■ **Data**
>>>>>

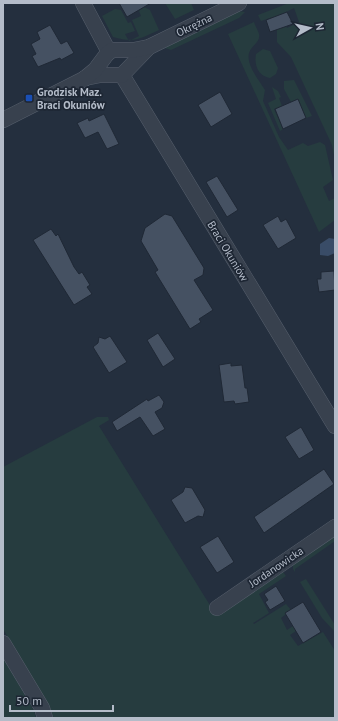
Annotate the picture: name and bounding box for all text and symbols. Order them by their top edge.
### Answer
north arrow [290,8,330,48]
street label: Okrężna [174,10,214,40]
text: N [312,22,327,31]
place label: Grodzisk Maz. Braci Okuniów [37,85,106,112]
marker: Grodzisk Maz. Braci Okuniów [24,93,34,103]
street label: Braci Okuniów [204,218,252,284]
street label: Jordanowicka [245,544,306,591]
scale bar [10,687,113,713]
text: 50 m [16,693,42,708]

<<<<<

■ **What is required**
Leave out the pictures, then give all the records again exactly.

■ **Problem solution**
Annotate the picture: name and bounding box for all text and symbols. Order them by their top edge.
### Answer
north arrow [290,8,330,48]
street label: Okrężna [174,10,214,40]
text: N [312,22,327,31]
place label: Grodzisk Maz. Braci Okuniów [37,85,106,112]
marker: Grodzisk Maz. Braci Okuniów [24,93,34,103]
street label: Braci Okuniów [204,218,252,284]
street label: Jordanowicka [245,544,306,591]
scale bar [10,687,113,713]
text: 50 m [16,693,42,708]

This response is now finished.